Lavrov, in comments to China's official Xinhua news agency published on the Russian Foreign Ministry's website, said 2.8 million people in Ukraine have asked to be evacuated into Russia.

Efforts to evacuate civilians from some front-line areas, including the besieged southern port of Mariupol, have repeatedly broken down, with each side blaming the other.

Lavrov said that if the United States and the North Atlantic Treaty Organization (NATO) are "truly" interested in resolving the Ukrainian crisis, they should stop sending weapons to Kyiv.

"By publicly expressing support for the Kyiv regime, the NATO countries are doing everything to prevent ending of the operation through political agreements," he noted.

Lavrov added lifting the sanctions imposed on Russia is part of peace negotiations between Moscow and Ukraine, which are "difficult" but continue daily.

Kyiv warned on Friday that talks on ending the war, now in its third month, were in danger of collapse.

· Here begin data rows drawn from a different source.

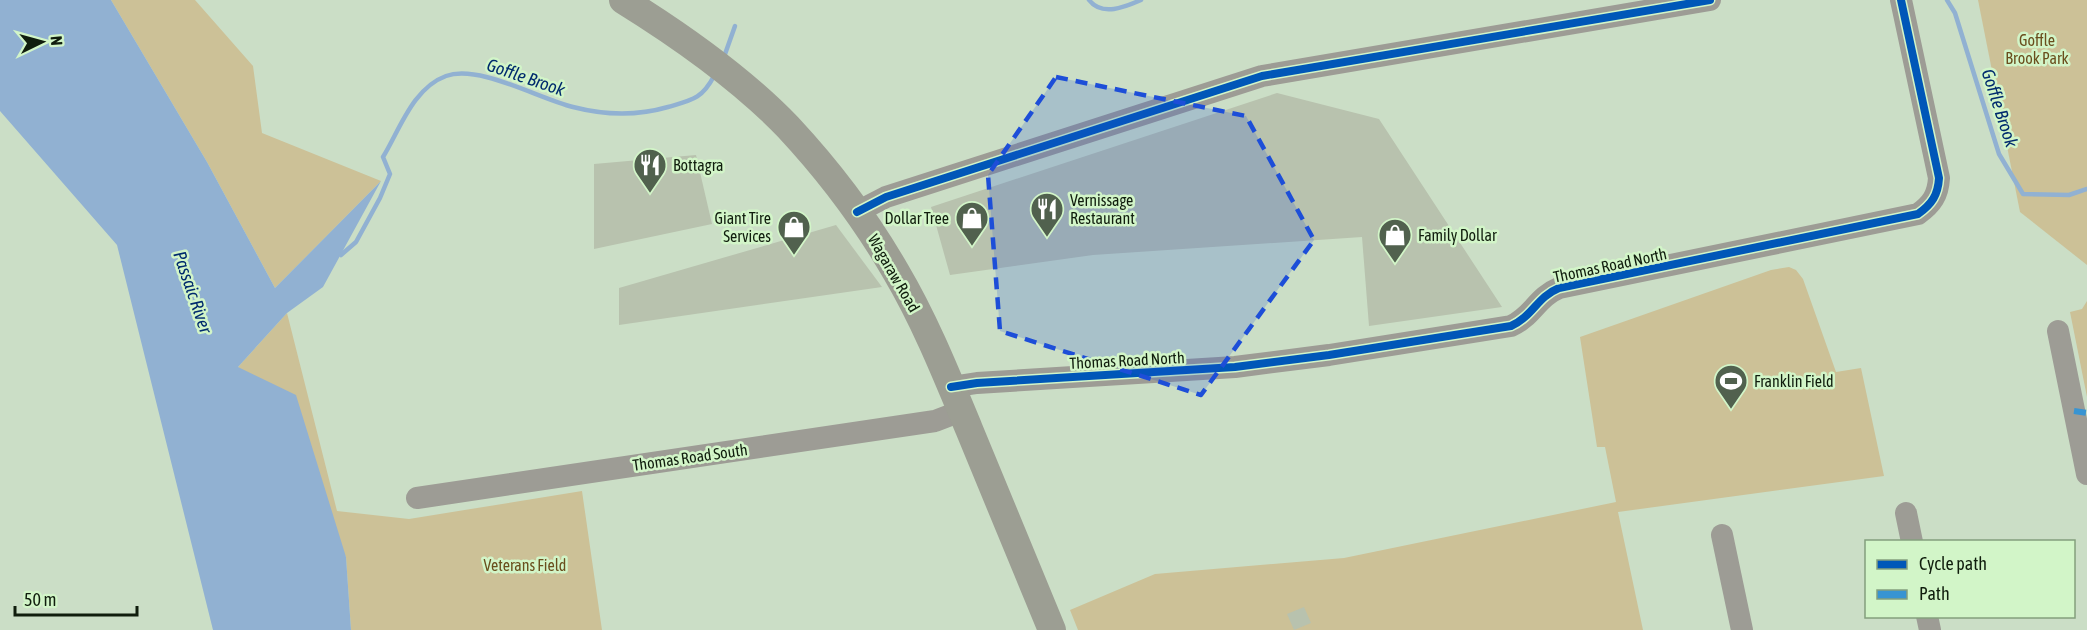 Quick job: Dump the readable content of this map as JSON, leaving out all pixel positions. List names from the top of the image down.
{
  "streets": {
    "main road": ["Wagaraw Road"],
    "street": ["Thomas Road North", "Thomas Road South"]
  },
  "crossings": [
    ["Thomas Road North", "Wagaraw Road"],
    ["Thomas Road North", "Thomas Road South"],
    ["Wagaraw Road", "Thomas Road South"]
  ],
  "water": ["Goffle Brook", "Passaic River"],
  "parks": ["Goffle Brook Park", "Veterans Field"],
  "places": {
    "restaurant": ["Bottagra", "Vernissage Restaurant"],
    "shop": ["Dollar Tree", "Giant Tire Services", "Family Dollar"],
    "sports": ["Franklin Field"]
  },
  "legend": ["Cycle path", "Path"],
  "scale_bar": "50 m",
  "north": "right"
}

"At present, the Russian and Ukrainian delegations are actually discussing on a daily basis via videoconferencing a draft of a possible treaty," Lavrov said.

Ukraine's President Volodymyr Zelenskiy has insisted since the beginning of the crisis on Feb. 24 that Western sanctions on Russia needed to be strengthened and could not be part of negotiations.

Ukraine and Russia have not held face-to-face peace talks since March 29, and the atmosphere has soured over Ukrainian allegations that Russian troops carried out atrocities as they withdrew from areas near Kyiv. Moscow has denied the claims.

Moscow says its actions in Ukraine are a "special operation" to demilitarise and "denazify" its neighbour.

"The talks' agenda also includes, among others, the issues of denazificiation, the recognition of new geopolitical realities, the lifting of sanctions, the status of the Russian language," Lavrov said, without elaborating.

"We are in favour of continuing the negotiations, although they are difficult," he added.

Ukraine's Western allies have placed sweeping sanctions on Moscow. They have frozen around half of Russia's state gold and foreign currency reserves.

Violated vow


In a Friday tweet, Ukrainian Foreign Minister Dmytro Kuleba blamed the NATO for its failure to fulfil its pledge of ensuring his country’s security after disarming Kyiv.

He said, “Ukraine gave up nuclear weapons for the sake of world peace. We have then been knocking on NATO’s door, but it never opened.”

Kuleba added the security vacuum in his country has led to the unfolding of the present circumstances, noting, “The world owes Ukraine security and we ask states to decide which security guarantees they are ready to provide.”